Since data obtained at placebo sessions showed performance differences as a function of age, gender, and drinking practices, it was concluded that the SIM and DAT measures were sufficiently sensitive to detect between-group performance differences in response to alcohol. Data obtained at alcohol sessions, however, provided no evidence of differential alcohol effects within age, gender, and drinking practices groups.

Conclusions

While there is partial evidence of impairment at 0.02% BAC, a major conclusion of this study is that by 0.04% BAC, all measures of impairment that are statistically significant are in the direction of degraded performance. The data provides no evidence of a BAC below which impairment does not occur.
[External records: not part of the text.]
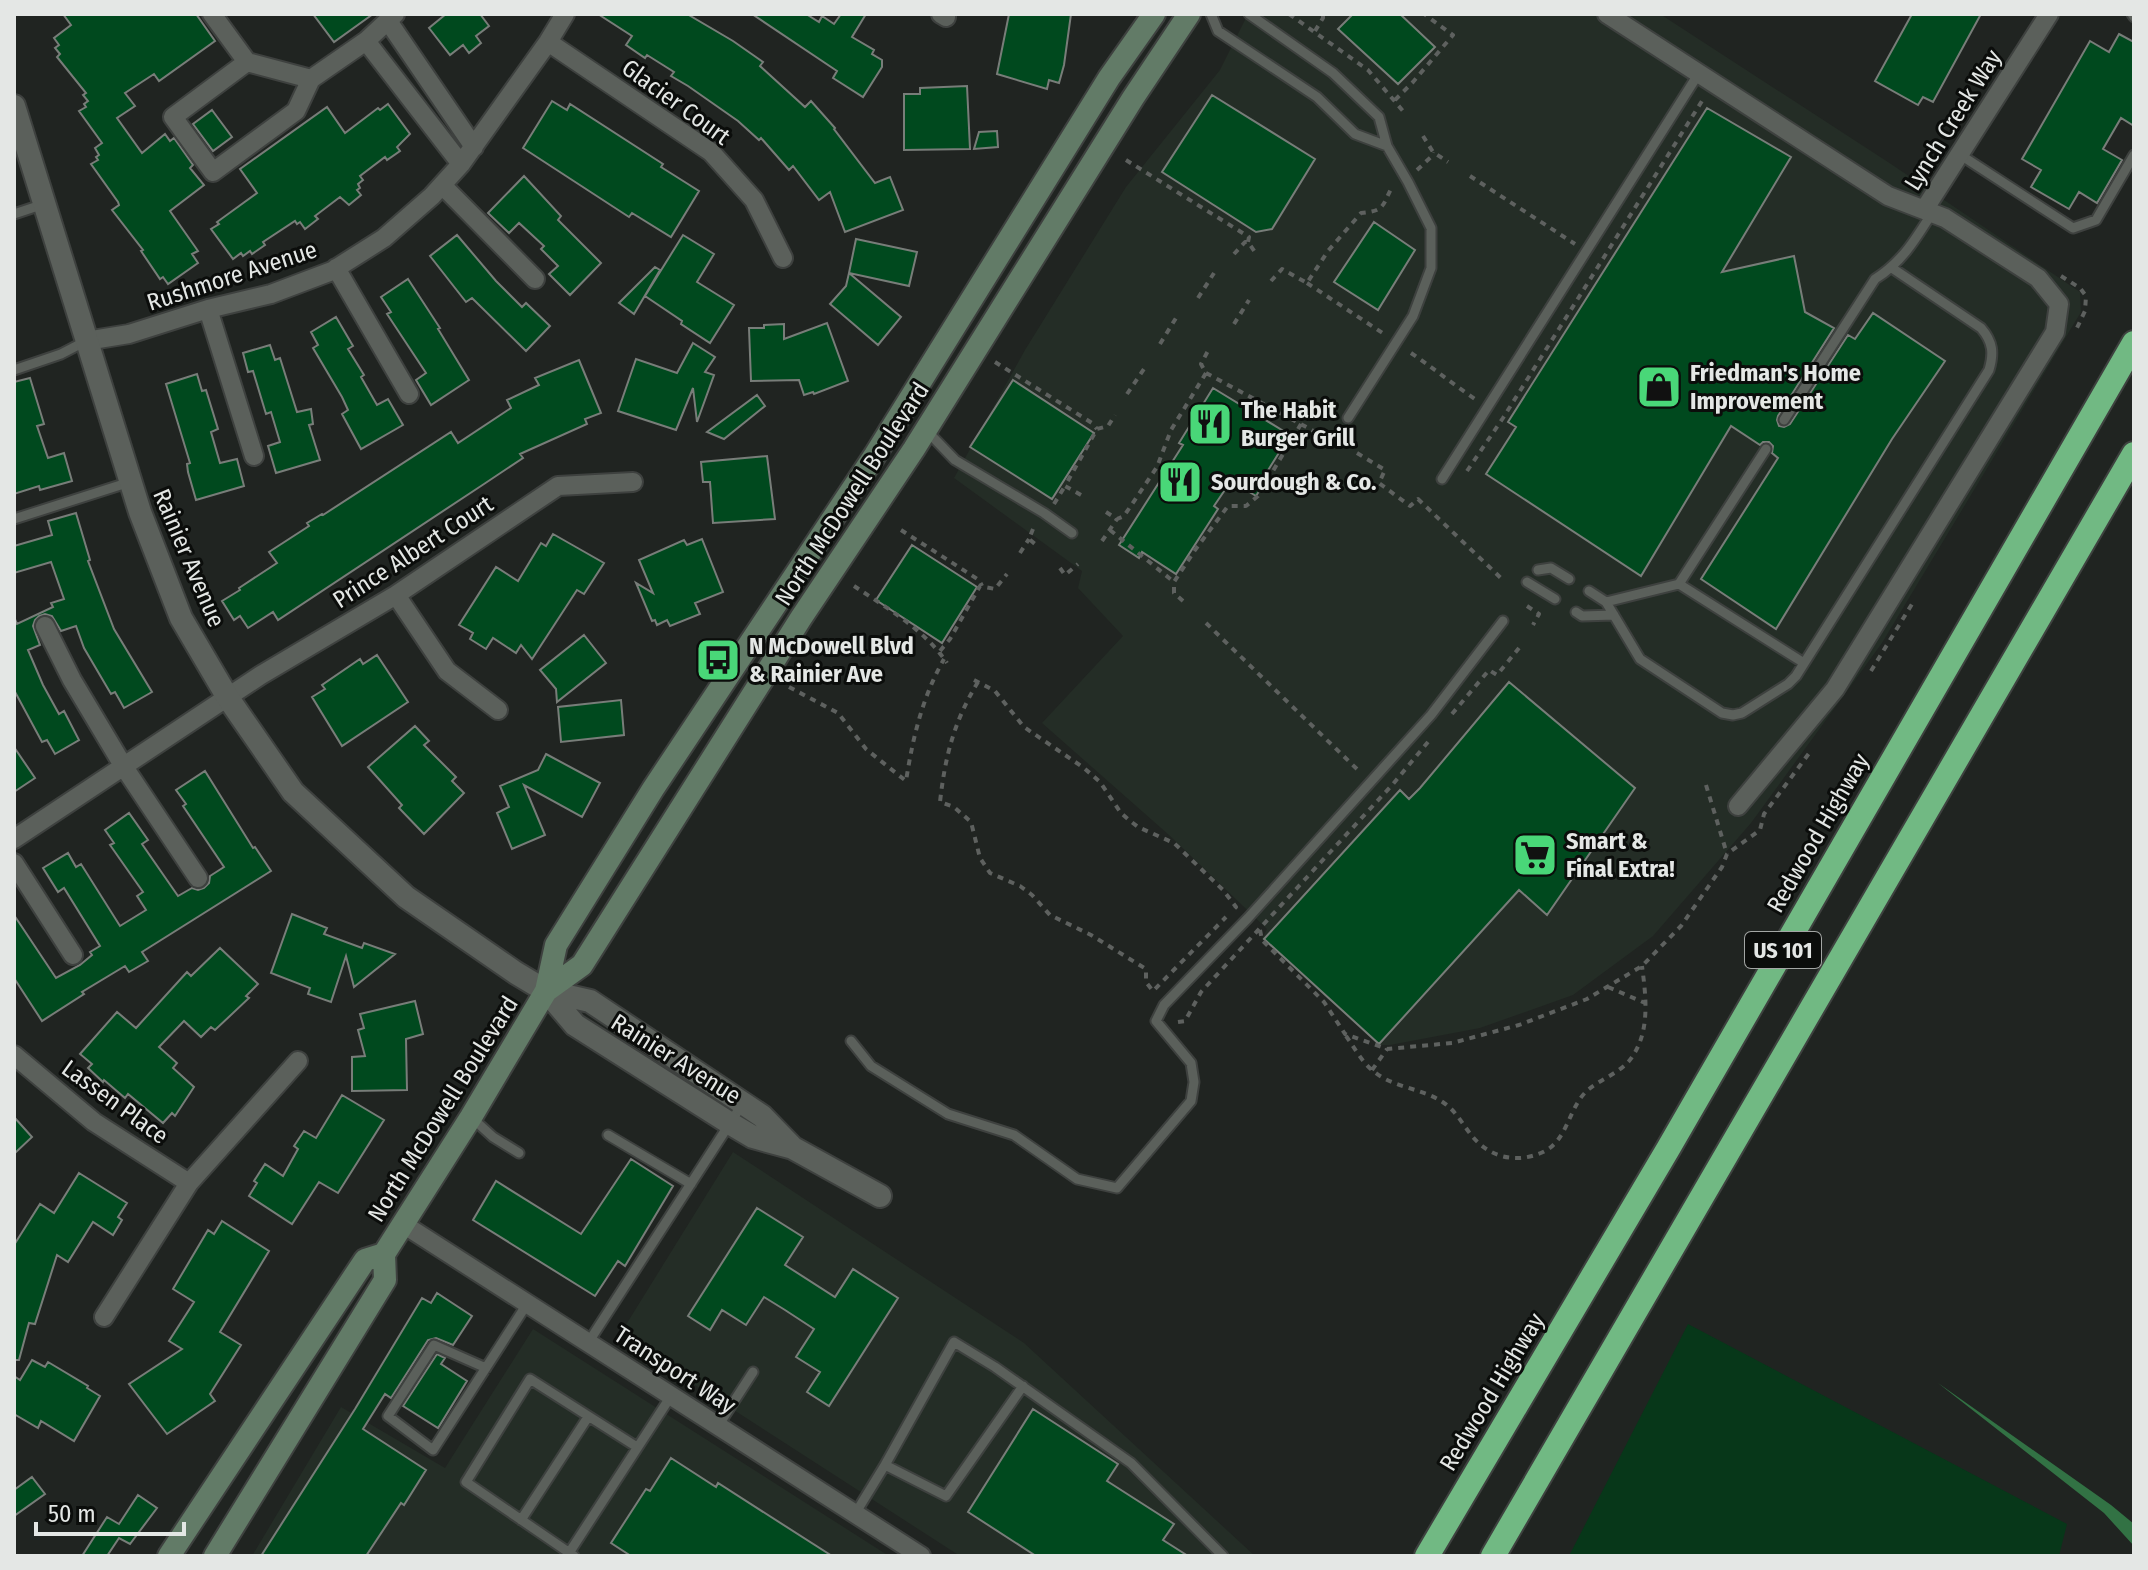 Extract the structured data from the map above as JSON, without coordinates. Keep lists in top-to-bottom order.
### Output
{
  "streets": {
    "highway": ["Redwood Highway", "US 101"],
    "main road": ["North McDowell Boulevard"],
    "street": [
      "Glacier Court",
      "Lynch Creek Way",
      "Rushmore Avenue",
      "Prince Albert Court",
      "Rainier Avenue",
      "Lassen Place",
      "Transport Way"
    ]
  },
  "crossings": [
    ["Glacier Court", "Rushmore Avenue"],
    ["Rushmore Avenue", "Rainier Avenue"],
    ["North McDowell Boulevard", "Rainier Avenue"],
    ["North McDowell Boulevard", "Transport Way"],
    ["Prince Albert Court", "Rainier Avenue"]
  ],
  "places": {
    "shop": ["Friedman's Home Improvement"],
    "restaurant": ["The Habit Burger Grill", "Sourdough & Co."],
    "bus stop": ["N McDowell Blvd & Rainier Ave"],
    "supermarket": ["Smart & Final Extra!"]
  },
  "scale_bar": "50 m"
}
Rather, there was evidence of significant impairment throughout the BAC range of 0.02% to 0.10%, with increasing percentage of subjects impaired and increasing magnitude of impairment at higher BACs. These conclusions, which are consistent with findings from the analysis of crash data (Allsop, 1966; Hurst, 1973; Zador et al., in press), are directly relevant to the issue of BAC limits for driving. Note that these results were obtained with subjects whose BACs were declining from 0.10% (or 0.08%) to zero. Greater impairment would be expected from drivers during alcohol consumption and absorption when BACs are rising.
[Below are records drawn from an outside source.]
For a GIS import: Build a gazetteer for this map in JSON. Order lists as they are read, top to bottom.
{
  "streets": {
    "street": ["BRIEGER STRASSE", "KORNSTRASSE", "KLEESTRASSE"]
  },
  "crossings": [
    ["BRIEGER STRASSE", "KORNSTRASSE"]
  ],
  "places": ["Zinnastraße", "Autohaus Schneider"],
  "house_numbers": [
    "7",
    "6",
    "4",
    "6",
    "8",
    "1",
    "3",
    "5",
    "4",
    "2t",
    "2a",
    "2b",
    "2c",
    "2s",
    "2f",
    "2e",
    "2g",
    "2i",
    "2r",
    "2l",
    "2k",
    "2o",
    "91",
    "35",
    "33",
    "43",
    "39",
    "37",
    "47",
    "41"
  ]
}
Although some epidemiological studies have suggested possible differences in degree of alcohol impairment as a function of differences in age, gender and drinking practices, this laboratory study failed to detect such differential impairments. Within the limits of the population represented by the study sample, impairment differences between subjects were insignificant and solely determined by BAC. It should be noted that although the sample reflects possibly 80-90% of alcohol consumers who drive, it did not include drivers under age 19 or over 70. Furthermore, no very heavy drinkers or alcohol abusers were accepted as subjects, and the maximum BAC examined was 0.10%. It is possible that drivers not represented in the sample population would be differentially affected by alcohol, but an examination of this would require separate studies of those specific populations. It should be noted that epidemiological studies can produce correlations due to uncontrolled co-variates, a problem avoided by controlled laboratory studies. Finally, this laboratory study indicates that some important driving skills are impaired when there has been use of even small amounts of alcohol.